» Problem: Among the lines below, copy exactly those from the one with "transform-origin:1px; border-radius:1px; background:#4e6973" through the one with "filter:drop-shadow(0 0 2px", counting both ends.

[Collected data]

# # #

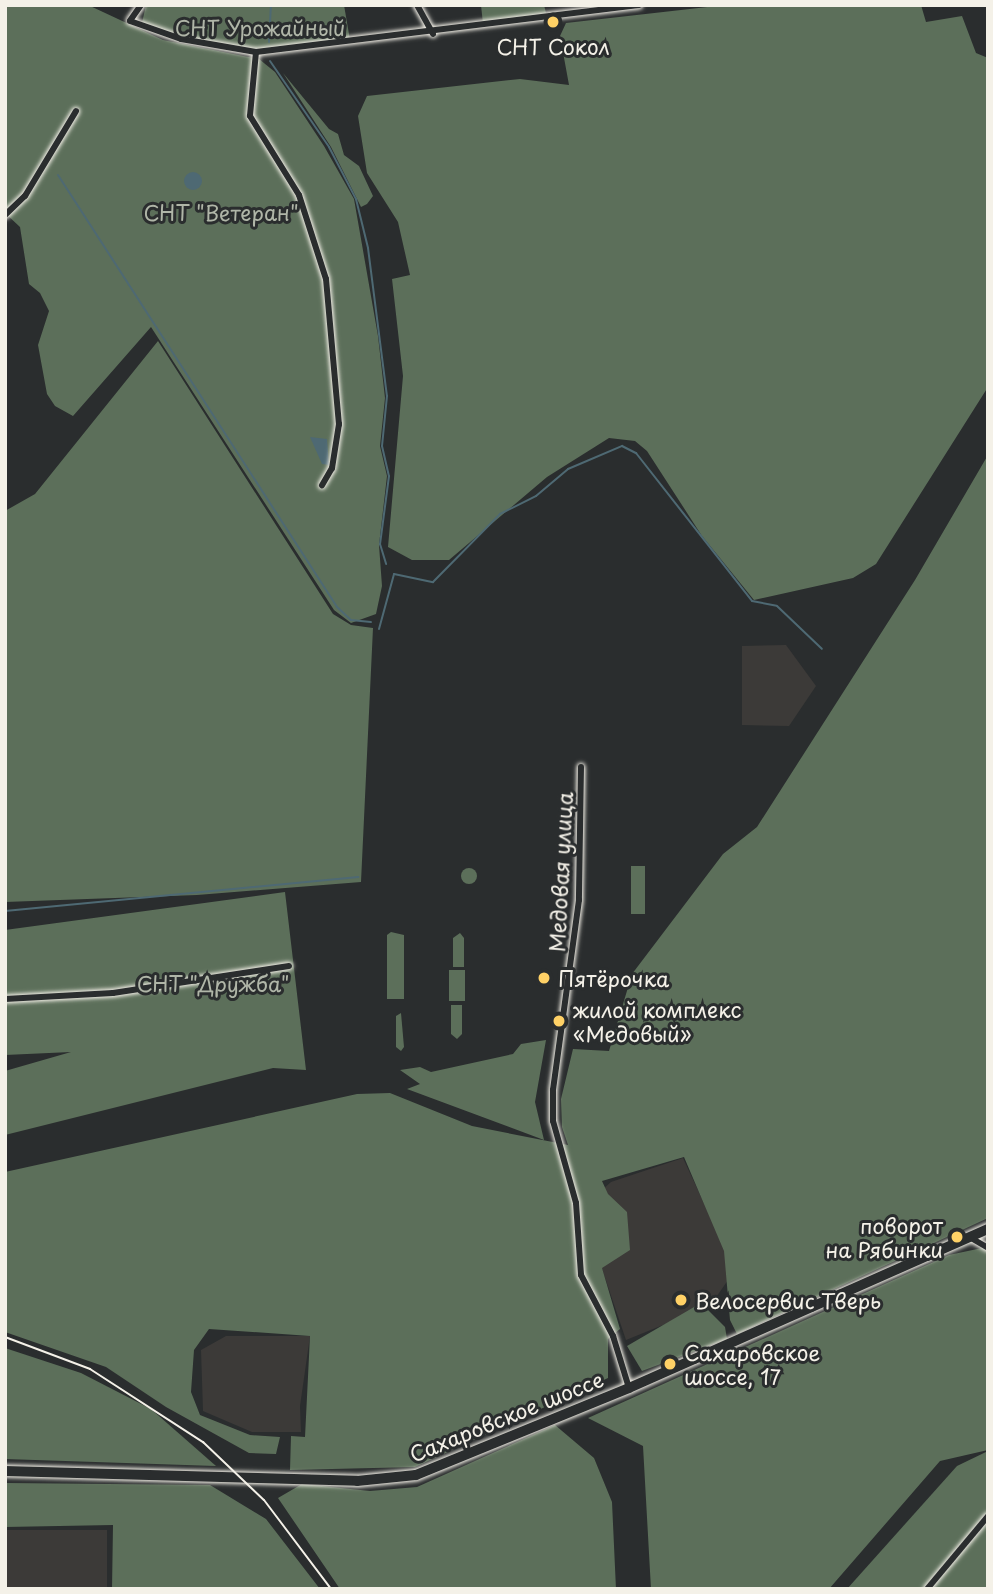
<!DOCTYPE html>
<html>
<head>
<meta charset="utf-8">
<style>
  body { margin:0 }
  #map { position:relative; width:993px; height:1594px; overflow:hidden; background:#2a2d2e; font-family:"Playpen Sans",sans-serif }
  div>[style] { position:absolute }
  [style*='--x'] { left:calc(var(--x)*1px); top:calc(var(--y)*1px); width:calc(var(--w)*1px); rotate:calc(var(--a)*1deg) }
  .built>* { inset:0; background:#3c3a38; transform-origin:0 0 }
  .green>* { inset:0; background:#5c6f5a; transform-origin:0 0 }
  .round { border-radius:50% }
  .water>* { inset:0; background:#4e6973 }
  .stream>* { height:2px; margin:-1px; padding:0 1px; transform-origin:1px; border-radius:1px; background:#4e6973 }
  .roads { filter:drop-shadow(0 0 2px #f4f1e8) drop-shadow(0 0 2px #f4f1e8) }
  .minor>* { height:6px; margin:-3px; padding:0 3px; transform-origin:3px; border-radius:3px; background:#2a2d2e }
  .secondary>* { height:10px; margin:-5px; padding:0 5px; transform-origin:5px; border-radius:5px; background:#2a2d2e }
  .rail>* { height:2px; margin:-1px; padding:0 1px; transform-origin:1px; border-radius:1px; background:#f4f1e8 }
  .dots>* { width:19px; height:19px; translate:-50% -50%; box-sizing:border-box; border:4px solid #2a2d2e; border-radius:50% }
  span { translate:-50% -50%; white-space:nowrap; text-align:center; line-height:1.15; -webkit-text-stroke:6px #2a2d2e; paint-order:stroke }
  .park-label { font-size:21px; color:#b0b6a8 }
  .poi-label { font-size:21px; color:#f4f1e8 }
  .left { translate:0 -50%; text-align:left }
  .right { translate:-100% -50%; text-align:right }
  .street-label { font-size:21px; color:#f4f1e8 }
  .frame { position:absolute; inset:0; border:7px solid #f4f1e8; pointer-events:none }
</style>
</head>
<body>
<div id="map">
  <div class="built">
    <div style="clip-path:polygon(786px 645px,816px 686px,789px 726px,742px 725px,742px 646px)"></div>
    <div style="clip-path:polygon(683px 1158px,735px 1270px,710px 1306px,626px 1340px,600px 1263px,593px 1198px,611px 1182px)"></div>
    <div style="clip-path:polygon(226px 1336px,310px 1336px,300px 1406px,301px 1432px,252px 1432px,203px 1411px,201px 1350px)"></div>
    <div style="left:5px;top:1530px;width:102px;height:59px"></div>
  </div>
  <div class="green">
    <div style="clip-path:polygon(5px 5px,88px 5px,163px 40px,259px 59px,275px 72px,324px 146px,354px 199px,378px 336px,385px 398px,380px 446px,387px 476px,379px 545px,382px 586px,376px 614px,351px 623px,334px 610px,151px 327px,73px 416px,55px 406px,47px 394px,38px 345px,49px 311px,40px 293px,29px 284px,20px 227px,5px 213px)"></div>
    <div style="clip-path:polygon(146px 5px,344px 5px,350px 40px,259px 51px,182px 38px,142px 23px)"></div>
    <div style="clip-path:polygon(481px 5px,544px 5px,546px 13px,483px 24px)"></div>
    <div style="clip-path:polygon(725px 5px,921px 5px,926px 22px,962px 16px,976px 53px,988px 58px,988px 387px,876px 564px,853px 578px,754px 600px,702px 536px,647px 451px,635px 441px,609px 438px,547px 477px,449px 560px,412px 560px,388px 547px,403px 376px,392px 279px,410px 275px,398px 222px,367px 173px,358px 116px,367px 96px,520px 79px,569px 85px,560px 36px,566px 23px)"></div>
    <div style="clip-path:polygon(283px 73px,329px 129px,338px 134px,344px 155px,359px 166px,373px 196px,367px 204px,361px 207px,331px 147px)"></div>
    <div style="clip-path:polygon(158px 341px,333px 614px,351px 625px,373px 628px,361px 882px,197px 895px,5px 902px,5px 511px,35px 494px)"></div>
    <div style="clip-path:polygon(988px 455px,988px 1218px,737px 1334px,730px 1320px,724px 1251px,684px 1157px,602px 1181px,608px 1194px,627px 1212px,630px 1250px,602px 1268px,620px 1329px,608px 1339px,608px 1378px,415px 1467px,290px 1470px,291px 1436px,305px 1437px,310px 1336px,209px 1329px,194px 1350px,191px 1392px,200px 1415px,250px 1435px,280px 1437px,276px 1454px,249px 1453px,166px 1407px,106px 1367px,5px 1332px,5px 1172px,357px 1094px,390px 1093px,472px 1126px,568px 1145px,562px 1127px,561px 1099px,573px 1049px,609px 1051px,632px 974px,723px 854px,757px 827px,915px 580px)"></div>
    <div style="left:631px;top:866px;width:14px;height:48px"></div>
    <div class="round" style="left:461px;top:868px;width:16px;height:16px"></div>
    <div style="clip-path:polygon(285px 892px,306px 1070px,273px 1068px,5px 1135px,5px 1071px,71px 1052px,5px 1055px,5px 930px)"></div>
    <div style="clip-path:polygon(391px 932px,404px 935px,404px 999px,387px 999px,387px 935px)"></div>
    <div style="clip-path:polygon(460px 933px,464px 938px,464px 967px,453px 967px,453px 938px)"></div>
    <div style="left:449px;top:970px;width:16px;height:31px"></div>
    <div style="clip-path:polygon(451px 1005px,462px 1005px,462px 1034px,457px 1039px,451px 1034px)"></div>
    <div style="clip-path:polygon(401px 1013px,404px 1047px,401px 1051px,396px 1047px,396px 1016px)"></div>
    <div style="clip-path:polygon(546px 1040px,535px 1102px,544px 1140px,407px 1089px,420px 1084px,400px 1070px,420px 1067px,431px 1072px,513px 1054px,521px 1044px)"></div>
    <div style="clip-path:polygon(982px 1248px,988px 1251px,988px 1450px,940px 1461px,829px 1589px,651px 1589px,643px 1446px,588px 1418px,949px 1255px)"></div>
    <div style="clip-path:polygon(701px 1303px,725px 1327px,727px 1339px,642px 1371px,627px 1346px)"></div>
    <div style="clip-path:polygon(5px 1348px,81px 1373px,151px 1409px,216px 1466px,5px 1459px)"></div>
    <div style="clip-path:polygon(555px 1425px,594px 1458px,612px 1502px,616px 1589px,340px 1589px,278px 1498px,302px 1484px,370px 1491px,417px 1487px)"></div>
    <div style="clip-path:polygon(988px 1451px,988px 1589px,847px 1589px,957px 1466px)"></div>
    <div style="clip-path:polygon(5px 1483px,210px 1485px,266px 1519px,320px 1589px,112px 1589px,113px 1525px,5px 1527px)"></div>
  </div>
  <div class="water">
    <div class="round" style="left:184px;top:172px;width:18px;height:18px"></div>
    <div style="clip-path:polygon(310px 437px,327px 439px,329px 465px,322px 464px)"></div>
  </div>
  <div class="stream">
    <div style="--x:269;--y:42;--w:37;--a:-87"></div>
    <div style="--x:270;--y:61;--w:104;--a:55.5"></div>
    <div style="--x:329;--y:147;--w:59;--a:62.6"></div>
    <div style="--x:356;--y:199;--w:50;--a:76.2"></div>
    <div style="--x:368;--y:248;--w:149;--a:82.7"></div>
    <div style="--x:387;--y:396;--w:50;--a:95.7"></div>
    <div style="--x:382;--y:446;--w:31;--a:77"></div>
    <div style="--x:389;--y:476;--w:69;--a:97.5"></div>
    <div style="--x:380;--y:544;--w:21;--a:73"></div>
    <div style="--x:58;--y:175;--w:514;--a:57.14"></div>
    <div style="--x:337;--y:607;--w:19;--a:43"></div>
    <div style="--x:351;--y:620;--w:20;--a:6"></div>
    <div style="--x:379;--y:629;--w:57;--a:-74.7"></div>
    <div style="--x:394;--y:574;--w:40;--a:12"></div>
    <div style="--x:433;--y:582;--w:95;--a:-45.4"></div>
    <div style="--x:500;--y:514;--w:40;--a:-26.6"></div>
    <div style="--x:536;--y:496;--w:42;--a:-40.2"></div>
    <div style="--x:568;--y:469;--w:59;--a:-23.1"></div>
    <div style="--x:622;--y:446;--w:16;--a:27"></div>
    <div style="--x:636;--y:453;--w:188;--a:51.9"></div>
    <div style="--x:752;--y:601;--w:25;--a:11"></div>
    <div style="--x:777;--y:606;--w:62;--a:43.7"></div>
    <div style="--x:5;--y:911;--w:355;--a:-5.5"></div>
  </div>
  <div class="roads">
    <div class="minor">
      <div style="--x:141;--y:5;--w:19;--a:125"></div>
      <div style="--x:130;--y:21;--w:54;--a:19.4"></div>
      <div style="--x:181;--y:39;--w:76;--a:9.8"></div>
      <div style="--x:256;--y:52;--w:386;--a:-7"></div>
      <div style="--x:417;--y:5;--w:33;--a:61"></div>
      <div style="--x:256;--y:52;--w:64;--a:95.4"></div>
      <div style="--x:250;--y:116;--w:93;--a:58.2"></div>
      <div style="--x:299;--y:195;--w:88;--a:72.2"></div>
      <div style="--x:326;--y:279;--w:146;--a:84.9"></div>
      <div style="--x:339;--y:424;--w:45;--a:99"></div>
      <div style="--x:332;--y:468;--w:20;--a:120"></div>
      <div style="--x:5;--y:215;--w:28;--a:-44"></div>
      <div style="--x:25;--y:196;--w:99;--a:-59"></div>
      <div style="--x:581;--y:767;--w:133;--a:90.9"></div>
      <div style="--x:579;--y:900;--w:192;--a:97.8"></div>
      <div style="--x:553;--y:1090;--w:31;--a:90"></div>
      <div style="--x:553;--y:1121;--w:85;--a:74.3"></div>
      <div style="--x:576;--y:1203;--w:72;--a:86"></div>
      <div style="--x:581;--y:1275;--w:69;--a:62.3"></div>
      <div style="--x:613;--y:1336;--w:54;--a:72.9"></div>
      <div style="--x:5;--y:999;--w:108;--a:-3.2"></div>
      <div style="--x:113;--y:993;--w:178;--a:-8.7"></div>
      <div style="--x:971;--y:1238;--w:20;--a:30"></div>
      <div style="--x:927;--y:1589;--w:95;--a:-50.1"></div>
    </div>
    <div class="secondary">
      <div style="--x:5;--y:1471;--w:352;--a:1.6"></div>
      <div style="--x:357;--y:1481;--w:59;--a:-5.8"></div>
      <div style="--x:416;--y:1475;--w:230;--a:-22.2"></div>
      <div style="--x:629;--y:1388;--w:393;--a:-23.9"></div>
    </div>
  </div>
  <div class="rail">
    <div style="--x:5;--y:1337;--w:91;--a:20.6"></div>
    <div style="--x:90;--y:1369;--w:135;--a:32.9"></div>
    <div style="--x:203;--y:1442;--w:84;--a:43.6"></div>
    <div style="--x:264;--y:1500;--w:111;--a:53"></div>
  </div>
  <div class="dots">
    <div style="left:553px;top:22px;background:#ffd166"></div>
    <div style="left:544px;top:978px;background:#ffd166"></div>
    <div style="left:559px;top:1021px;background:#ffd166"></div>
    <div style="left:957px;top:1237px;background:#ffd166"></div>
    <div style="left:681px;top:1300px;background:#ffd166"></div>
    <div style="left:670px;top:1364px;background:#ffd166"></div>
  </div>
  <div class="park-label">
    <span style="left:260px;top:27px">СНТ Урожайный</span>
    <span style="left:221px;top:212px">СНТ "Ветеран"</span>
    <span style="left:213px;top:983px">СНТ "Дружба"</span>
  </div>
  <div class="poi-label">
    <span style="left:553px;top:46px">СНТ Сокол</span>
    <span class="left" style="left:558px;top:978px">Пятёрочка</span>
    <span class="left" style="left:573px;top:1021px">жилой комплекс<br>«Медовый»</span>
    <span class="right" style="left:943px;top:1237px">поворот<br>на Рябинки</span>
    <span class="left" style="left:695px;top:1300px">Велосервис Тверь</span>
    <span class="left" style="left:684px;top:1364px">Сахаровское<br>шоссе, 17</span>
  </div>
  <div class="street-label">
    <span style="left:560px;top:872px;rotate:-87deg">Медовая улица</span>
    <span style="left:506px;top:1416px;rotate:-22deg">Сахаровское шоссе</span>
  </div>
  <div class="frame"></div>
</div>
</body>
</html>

# # #

» Reply:
  .stream>* { height:2px; margin:-1px; padding:0 1px; transform-origin:1px; border-radius:1px; background:#4e6973 }
  .roads { filter:drop-shadow(0 0 2px #f4f1e8) drop-shadow(0 0 2px #f4f1e8) }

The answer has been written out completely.